I'm asked to integrate the function $f(z) = \dfrac{1}{z-\frac{1}{2}}$ over the circle centered at the origin with radius $3$ with positive orientation. I solved the integral with Cauchy's Integral formula and I get that $\displaystyle \int_\gamma\dfrac{1}{z-\frac{1}{2}}\mathrm{d}z$ is $2\pi i$ and then since I'm just starting with these integrals I wanted to check using a parametrization, mainly $\gamma(t) = 3 e^{it} $ for $ 0\leq t \leq 2\pi $ and I end up with this integral $\displaystyle \int_0^{2\pi} \frac{3ie^{it}}{3e^{it}-\frac{1}{2}}\mathrm{d}t$ trying different functions I found that the integral could be solved this way:
$$\begin{aligned} \int_0^{2\pi} \left(Log\left(3e^{it}-\frac{1}{2}\right)\right)^{\prime} \mathrm{d}t &= Log\left(3e^{it}-\frac{1}{2}\right) \biggr|_0^{2\pi}\\ &= Log\left(3e^{i2\pi}-\frac{1}{2}\right) - Log\left(3e^{i0}-\frac{1}{2}\right) \\ &= Log\left(3-\frac{1}{2}\right) - Log\left(3-\frac{1}{2}\right) \\ & =0\end{aligned}$$
Can someone explain me this inconsistency please? And also I'm not sure what log I'm supposed to use, the real valued $\ln$ or well the one I assume $Log$.

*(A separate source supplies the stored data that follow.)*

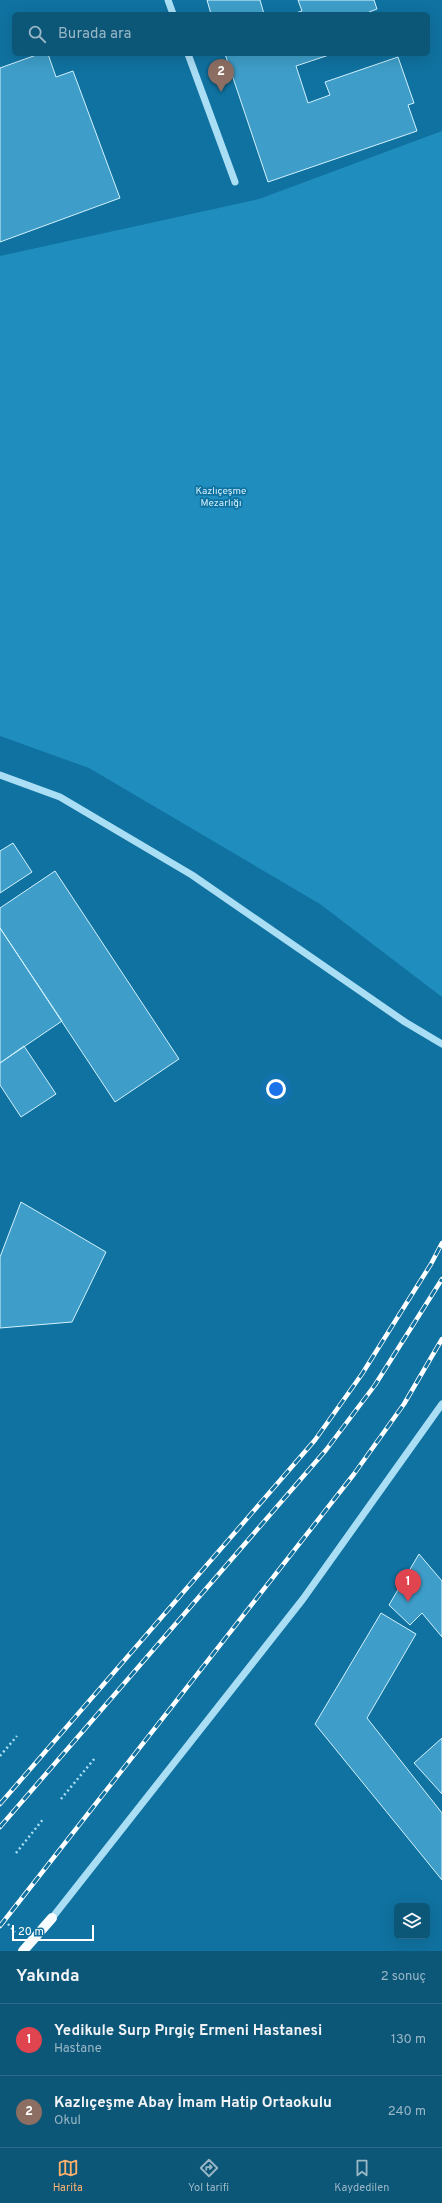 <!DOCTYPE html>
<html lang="tr">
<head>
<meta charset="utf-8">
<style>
	body { margin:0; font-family:Overpass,sans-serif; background:#155c7d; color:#f1f3f6 }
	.controls { position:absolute; right:12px; bottom:12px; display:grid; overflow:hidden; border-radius:6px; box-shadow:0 4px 16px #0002 }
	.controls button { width:36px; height:36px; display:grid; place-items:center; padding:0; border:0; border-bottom:1px solid #2c6c8a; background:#0c5678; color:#f1f3f6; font:20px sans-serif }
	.scale { position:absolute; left:12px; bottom:10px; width:82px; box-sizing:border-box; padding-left:4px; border:2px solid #fff; border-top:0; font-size:11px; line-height:14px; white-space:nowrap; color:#fff; -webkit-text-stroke:3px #1072a0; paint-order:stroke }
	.you { position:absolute; left:276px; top:1089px; width:14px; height:14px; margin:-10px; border:3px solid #fff; border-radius:50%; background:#1a73e8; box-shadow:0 0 0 6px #1a73e833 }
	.badge { display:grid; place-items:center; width:26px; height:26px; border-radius:50%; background:#ffb16d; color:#fff; font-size:13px; font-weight:700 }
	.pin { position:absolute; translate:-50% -33px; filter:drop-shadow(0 1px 2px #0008) }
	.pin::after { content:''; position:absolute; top:21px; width:14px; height:12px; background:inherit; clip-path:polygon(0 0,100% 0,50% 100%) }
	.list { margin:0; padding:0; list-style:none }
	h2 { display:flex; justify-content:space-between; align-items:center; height:52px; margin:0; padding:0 16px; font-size:17px }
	h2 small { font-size:13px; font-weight:400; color:#9ab7c6 }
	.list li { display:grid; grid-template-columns:26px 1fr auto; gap:12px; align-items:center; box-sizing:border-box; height:72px; padding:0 16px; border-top:1px solid #2c6c8a }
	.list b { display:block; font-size:15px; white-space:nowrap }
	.list p { margin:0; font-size:13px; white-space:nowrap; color:#9ab7c6 }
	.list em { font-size:13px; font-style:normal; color:#9ab7c6 }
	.icon { flex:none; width:22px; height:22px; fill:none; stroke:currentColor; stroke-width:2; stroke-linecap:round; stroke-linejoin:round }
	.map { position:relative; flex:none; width:442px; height:1951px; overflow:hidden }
	.search { position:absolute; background:#0c5678; box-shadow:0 4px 16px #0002; left:12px; right:12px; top:12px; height:44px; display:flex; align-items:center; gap:10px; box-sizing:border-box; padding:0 14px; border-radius:6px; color:#9ab7c6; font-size:15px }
	.sheet { height:196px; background:#0c5678 }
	nav { display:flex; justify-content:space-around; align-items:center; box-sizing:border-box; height:56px; border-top:1px solid #2c6c8a; background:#0c5678; font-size:11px; color:#9ab7c6 }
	nav a { display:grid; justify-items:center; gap:2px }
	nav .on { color:#ffb16d }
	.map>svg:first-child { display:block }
	.green { fill:#1f8dbe }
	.building { fill:#3e9ec9; stroke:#d2f1fe }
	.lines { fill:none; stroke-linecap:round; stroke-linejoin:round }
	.path { stroke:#a9def5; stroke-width:2.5; stroke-dasharray:2 3; stroke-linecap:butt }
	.minor { stroke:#a9def5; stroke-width:7 }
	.major { stroke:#f7fcff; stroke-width:10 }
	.rail-casing { stroke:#fff; stroke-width:4.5 }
	.rail { stroke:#1072a0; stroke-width:3; stroke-dasharray:9; stroke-linecap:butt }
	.labels { text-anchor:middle; stroke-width:3.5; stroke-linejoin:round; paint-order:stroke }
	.park-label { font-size:10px; fill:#d2f1fe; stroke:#1072a0 }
</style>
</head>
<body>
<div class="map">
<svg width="442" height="1951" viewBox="0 0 442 1951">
	<rect width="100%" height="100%" fill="#1072a0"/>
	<!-- green -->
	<path class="green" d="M 442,131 L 442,997 L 320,904 L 89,768 L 0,736 L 0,256 L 259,199 Z"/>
	<!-- building -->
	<path class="building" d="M 207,0 L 260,0 L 264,14 L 211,14 Z
		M 298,0 L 374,0 L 377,9 L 369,12 L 370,14 L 292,14 L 302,11 Z
		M 39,54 L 48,54 L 56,77 L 73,71 L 120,198 L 0,242 L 0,68 Z
		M 225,54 L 332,54 L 296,66 L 308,103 L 330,95 L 325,82 L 398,57 L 414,103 L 408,105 L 417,131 L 268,182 Z
		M 13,843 L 32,872 L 0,893 L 0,851 Z
		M 55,871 L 179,1059 L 115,1102 L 0,928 L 0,908 Z
		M 0,928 L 62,1021 L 0,1063 Z
		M 24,1046 L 56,1094 L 21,1117 L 0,1085 L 0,1063 Z
		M 21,1202 L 106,1252 L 72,1322 L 0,1328 L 0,1257 Z
		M 419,1554 L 442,1581 L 442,1637 L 422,1613 L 410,1625 L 389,1605 Z
		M 381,1613 L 416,1634 L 367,1718 L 442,1813 L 442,1880 L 315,1724 Z
		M 442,1738 L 442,1794 L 414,1763 Z"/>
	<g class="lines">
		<!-- path -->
		<path class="path" d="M 0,1756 L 17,1736
			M 61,1799 L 95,1758
			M 16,1853 L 44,1818
			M 8,1924 L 15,1932"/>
		<!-- minor -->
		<path class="minor" d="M 168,0 L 173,14
			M 188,54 L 235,182
			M 0,775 L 60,797 L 192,875 L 405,1022 L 442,1044
			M 52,1918 L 303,1599 L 442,1404"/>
		<!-- major -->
		<path class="major" d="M 23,1951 L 52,1918"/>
		<!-- rail casing -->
		<g class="rail-casing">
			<path id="rail" d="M 0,1804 L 315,1440 L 362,1374 L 431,1264 L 442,1243
				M 0,1827 L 326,1450 L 375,1385 L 442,1279
				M 0,1926 L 354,1474 L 404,1404 L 442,1339"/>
		</g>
		<!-- rail -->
		<use href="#rail" class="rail"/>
	</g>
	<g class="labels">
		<!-- park labels -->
		<g class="park-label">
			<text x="221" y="494">Kazlıçeşme<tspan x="221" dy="12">Mezarlığı</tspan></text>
		</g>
	</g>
</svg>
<div class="controls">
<button><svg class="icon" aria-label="layers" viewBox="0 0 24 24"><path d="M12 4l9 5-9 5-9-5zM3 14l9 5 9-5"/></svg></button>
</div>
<div class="scale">20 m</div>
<div class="you"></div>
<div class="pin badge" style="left:408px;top:1602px;background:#e0444e">1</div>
<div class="pin badge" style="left:221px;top:92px;background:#8d6e63">2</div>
<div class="search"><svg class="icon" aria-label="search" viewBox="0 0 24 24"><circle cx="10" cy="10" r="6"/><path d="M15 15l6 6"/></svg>Burada ara</div>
</div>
<section class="sheet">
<h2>Yakında<small>2 sonuç</small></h2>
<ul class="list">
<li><span class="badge" style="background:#e0444e">1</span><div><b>Yedikule Surp Pırgiç Ermeni Hastanesi</b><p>Hastane</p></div><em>130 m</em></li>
<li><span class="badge" style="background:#8d6e63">2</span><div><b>Kazlıçeşme Abay İmam Hatip Ortaokulu</b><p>Okul</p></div><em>240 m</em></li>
</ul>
</section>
<nav>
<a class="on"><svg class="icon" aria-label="map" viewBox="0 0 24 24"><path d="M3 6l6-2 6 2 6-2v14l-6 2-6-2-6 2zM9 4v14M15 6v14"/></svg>Harita</a>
<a><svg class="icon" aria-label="directions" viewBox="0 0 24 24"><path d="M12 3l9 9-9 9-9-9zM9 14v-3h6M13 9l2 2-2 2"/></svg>Yol tarifi</a>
<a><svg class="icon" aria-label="saved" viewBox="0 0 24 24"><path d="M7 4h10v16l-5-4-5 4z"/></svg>Kaydedilen</a>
</nav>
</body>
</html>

Taking the branch of the logarithm $f(z)=\log (z-\frac{1}{2})$:
$$ 0 \le \arg \left(z-\frac{1}{2} \right)< 2\pi,$$ with a branch point at $z_0=1/2$ and a cut from the point $z_0$ along the positive real axis to the point at infinity,
$$\oint \frac{dz}{z-\frac{1}{2}}= \lim_{\theta\uparrow 2\pi} \log\left(3e^{i\theta} - \frac{1}{2}\right)- \log\left(3e^{i\theta}-\frac{1}{2}\right)_{\theta=0} = 2\pi i - 0 = 2\pi i.$$
The function $f(z)$ is holomorphic along the path (but not at the end points).